* [Task]
Below is a listing. Gather each line of it that contains "cover".

* [Data provided]
┌────────

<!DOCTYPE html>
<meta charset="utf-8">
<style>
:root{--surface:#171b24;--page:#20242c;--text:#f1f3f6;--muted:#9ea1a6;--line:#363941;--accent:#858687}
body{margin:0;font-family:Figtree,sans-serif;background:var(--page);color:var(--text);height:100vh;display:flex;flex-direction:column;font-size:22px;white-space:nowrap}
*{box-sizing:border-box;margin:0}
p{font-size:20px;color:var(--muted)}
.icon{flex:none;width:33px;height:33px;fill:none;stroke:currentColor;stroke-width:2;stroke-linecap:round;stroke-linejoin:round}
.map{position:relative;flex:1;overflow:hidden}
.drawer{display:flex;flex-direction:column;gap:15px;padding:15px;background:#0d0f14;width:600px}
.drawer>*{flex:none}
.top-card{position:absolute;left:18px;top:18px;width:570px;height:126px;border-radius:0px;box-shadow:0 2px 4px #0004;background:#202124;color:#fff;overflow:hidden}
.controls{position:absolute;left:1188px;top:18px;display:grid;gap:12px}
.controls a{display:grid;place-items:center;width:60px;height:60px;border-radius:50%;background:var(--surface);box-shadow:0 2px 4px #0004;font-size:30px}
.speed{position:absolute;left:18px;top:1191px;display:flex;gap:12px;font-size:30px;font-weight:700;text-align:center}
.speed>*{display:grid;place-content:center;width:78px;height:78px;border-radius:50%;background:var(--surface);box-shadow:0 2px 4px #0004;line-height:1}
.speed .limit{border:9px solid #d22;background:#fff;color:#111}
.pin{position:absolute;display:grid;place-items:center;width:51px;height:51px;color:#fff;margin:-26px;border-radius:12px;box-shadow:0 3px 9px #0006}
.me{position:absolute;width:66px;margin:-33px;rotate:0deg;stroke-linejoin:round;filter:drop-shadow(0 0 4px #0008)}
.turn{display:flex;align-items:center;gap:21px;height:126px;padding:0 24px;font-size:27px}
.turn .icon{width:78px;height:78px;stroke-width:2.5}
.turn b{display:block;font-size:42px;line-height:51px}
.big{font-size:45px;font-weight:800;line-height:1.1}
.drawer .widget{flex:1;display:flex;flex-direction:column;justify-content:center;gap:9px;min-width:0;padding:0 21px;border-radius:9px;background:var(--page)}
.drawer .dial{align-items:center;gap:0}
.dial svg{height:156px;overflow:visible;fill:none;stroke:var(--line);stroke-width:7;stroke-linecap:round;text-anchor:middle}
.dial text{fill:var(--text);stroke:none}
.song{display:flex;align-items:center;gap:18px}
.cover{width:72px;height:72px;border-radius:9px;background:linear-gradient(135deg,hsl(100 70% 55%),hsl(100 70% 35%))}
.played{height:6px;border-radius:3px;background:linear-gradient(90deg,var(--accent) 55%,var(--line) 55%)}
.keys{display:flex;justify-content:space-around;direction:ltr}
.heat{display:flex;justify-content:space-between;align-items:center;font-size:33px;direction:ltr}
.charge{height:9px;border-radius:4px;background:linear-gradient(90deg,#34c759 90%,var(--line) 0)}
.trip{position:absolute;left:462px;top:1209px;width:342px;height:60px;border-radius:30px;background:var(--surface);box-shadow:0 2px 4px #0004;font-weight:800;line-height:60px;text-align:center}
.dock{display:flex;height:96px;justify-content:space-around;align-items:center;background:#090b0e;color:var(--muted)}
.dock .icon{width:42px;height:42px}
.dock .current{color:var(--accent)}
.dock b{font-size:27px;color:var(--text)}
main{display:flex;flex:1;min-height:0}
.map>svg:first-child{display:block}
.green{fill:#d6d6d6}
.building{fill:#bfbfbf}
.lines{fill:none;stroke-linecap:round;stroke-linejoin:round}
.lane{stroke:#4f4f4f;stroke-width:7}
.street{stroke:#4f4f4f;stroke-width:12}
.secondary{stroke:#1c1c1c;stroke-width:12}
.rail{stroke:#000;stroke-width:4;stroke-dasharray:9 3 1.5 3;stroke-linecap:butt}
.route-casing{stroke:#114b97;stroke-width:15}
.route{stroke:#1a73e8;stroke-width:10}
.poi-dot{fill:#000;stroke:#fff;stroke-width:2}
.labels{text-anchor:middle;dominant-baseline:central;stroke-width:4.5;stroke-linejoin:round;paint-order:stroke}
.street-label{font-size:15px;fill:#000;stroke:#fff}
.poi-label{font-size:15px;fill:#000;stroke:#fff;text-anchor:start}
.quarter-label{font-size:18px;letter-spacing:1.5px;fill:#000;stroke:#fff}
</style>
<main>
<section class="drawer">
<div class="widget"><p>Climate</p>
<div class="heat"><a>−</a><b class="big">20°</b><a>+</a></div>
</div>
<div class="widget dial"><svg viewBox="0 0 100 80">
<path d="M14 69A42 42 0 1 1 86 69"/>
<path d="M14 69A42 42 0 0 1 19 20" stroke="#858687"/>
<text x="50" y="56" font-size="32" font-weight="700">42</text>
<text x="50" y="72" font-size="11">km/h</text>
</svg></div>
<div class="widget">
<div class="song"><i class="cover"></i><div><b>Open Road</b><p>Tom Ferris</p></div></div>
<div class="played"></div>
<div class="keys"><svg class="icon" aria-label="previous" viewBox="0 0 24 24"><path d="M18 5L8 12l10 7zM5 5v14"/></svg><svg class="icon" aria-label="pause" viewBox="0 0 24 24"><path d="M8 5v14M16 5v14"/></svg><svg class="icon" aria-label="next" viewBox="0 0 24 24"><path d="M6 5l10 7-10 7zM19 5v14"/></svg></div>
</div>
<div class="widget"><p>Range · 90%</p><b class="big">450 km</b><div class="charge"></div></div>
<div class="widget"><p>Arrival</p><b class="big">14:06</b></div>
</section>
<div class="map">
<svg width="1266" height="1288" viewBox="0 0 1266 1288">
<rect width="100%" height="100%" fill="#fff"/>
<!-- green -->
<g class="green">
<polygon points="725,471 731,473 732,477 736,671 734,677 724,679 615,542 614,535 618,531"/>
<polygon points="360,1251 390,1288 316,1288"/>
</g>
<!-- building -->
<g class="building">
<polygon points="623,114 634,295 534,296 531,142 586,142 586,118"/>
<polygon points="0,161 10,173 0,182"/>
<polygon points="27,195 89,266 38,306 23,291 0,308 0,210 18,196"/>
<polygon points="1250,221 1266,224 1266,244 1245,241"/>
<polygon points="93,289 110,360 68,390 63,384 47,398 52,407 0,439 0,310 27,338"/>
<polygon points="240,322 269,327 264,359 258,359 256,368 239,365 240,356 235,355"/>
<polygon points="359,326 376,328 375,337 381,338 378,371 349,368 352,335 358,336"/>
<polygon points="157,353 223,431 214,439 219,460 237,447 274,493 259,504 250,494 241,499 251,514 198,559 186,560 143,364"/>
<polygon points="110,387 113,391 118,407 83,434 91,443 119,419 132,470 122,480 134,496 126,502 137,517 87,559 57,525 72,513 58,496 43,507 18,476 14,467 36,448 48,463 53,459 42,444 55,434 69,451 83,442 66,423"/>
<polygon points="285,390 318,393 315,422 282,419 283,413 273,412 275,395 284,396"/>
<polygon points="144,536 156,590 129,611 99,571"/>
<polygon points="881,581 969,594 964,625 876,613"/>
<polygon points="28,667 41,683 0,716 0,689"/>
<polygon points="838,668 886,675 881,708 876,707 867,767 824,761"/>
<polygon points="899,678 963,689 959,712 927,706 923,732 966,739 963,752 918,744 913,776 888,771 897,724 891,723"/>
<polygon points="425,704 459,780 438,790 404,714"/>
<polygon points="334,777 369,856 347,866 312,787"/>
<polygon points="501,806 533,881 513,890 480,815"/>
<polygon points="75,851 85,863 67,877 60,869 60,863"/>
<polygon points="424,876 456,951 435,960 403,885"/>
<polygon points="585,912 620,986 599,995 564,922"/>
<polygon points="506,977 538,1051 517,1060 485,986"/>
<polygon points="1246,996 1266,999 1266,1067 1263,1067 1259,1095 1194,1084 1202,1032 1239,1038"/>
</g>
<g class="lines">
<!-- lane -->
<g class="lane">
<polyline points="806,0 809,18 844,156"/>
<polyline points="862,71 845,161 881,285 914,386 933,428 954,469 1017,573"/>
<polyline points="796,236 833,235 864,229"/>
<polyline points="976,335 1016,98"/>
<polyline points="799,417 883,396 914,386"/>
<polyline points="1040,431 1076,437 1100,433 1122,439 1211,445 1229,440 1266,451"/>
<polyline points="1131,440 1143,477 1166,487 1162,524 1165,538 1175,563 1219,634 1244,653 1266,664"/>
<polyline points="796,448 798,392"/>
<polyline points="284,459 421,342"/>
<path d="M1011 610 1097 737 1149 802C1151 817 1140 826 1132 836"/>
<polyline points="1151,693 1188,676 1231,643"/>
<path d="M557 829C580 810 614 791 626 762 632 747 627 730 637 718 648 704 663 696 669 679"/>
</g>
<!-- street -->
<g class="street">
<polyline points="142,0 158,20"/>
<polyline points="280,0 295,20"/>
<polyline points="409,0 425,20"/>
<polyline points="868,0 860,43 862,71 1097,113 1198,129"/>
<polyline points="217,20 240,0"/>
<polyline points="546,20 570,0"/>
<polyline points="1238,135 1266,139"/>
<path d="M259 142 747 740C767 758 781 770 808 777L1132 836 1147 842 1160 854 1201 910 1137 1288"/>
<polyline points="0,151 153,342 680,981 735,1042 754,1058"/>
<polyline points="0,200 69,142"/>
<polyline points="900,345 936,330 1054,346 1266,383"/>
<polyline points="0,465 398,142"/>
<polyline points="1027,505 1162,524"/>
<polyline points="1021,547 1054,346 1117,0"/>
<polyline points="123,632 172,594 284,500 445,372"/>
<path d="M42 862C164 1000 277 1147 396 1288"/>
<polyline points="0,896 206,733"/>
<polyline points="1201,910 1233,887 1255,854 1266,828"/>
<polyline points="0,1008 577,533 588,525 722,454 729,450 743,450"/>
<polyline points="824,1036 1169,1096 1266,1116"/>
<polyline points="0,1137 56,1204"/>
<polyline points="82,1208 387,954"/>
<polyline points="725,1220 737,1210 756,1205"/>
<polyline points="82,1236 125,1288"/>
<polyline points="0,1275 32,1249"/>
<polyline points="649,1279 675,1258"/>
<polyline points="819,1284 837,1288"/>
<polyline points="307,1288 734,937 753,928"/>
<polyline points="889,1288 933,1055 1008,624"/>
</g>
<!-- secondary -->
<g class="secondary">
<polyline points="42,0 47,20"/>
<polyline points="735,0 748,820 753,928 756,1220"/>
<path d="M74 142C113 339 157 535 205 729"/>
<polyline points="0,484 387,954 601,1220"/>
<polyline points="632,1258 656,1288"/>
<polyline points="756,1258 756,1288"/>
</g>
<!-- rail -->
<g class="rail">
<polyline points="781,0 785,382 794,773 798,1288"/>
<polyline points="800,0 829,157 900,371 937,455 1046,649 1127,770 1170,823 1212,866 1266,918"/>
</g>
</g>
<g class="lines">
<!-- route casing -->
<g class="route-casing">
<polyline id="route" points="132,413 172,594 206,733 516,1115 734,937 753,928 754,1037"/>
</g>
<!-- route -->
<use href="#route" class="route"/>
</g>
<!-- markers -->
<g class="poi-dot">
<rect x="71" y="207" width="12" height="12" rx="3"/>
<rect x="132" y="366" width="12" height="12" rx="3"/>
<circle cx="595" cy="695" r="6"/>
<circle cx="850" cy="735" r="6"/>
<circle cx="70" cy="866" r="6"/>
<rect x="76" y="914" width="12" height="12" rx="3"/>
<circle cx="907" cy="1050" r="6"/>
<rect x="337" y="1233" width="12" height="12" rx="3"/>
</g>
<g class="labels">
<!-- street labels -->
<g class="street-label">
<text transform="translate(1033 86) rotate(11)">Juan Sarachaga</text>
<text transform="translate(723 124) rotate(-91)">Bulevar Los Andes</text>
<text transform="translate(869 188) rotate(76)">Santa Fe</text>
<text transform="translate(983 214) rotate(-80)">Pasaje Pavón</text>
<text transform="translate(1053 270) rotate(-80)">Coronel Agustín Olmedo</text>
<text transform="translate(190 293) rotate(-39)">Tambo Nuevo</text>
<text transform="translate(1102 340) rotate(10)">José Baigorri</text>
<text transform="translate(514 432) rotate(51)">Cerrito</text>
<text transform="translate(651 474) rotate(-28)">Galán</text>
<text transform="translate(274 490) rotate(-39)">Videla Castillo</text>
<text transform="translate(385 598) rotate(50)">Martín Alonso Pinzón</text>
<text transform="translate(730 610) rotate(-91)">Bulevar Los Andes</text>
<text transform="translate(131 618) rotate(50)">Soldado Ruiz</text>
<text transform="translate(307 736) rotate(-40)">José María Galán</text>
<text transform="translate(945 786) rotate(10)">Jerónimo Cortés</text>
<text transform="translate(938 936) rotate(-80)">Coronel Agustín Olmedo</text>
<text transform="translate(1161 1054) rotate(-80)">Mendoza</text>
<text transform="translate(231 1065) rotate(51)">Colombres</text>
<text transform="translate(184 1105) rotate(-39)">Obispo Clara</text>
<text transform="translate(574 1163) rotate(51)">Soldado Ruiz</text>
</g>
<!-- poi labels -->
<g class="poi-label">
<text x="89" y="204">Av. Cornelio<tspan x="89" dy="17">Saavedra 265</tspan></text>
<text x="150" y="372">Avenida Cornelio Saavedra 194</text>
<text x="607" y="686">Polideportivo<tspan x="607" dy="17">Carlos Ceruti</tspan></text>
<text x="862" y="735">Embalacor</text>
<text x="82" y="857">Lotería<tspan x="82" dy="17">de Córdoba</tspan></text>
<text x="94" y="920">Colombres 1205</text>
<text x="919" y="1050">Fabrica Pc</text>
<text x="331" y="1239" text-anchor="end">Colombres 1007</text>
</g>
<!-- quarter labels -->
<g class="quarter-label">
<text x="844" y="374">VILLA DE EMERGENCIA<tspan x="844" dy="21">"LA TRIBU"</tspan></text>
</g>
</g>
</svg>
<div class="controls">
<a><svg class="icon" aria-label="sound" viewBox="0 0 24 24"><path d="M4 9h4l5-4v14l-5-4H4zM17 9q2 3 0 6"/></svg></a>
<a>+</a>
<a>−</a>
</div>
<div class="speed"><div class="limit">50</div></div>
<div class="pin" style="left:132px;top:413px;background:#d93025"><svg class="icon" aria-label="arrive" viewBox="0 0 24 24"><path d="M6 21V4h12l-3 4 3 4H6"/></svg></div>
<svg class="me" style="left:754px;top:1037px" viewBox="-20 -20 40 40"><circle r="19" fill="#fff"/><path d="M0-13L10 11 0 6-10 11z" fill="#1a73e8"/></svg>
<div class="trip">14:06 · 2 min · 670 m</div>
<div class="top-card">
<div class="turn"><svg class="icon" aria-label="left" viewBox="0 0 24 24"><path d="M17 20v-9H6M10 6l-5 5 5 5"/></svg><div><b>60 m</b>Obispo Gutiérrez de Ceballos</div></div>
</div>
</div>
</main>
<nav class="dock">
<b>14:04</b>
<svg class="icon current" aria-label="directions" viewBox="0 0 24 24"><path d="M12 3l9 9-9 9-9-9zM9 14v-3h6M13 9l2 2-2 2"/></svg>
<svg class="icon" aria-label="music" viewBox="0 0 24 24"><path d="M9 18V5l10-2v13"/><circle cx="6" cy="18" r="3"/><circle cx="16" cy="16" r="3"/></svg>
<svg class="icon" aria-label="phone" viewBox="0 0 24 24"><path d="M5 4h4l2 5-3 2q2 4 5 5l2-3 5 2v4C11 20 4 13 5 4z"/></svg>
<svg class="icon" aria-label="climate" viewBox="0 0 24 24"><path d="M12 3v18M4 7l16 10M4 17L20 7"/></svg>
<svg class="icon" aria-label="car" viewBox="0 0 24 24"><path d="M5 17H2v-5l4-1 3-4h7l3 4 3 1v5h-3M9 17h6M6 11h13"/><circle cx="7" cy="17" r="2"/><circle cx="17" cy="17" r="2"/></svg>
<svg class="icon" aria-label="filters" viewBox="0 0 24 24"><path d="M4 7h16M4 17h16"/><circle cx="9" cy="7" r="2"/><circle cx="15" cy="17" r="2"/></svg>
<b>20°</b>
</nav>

└────────

* [Task output]
.cover{width:72px;height:72px;border-radius:9px;background:linear-gradient(135deg,hsl(100 70% 55%),hsl(100 70% 35%))}
<div class="song"><i class="cover"></i><div><b>Open Road</b><p>Tom Ferris</p></div></div>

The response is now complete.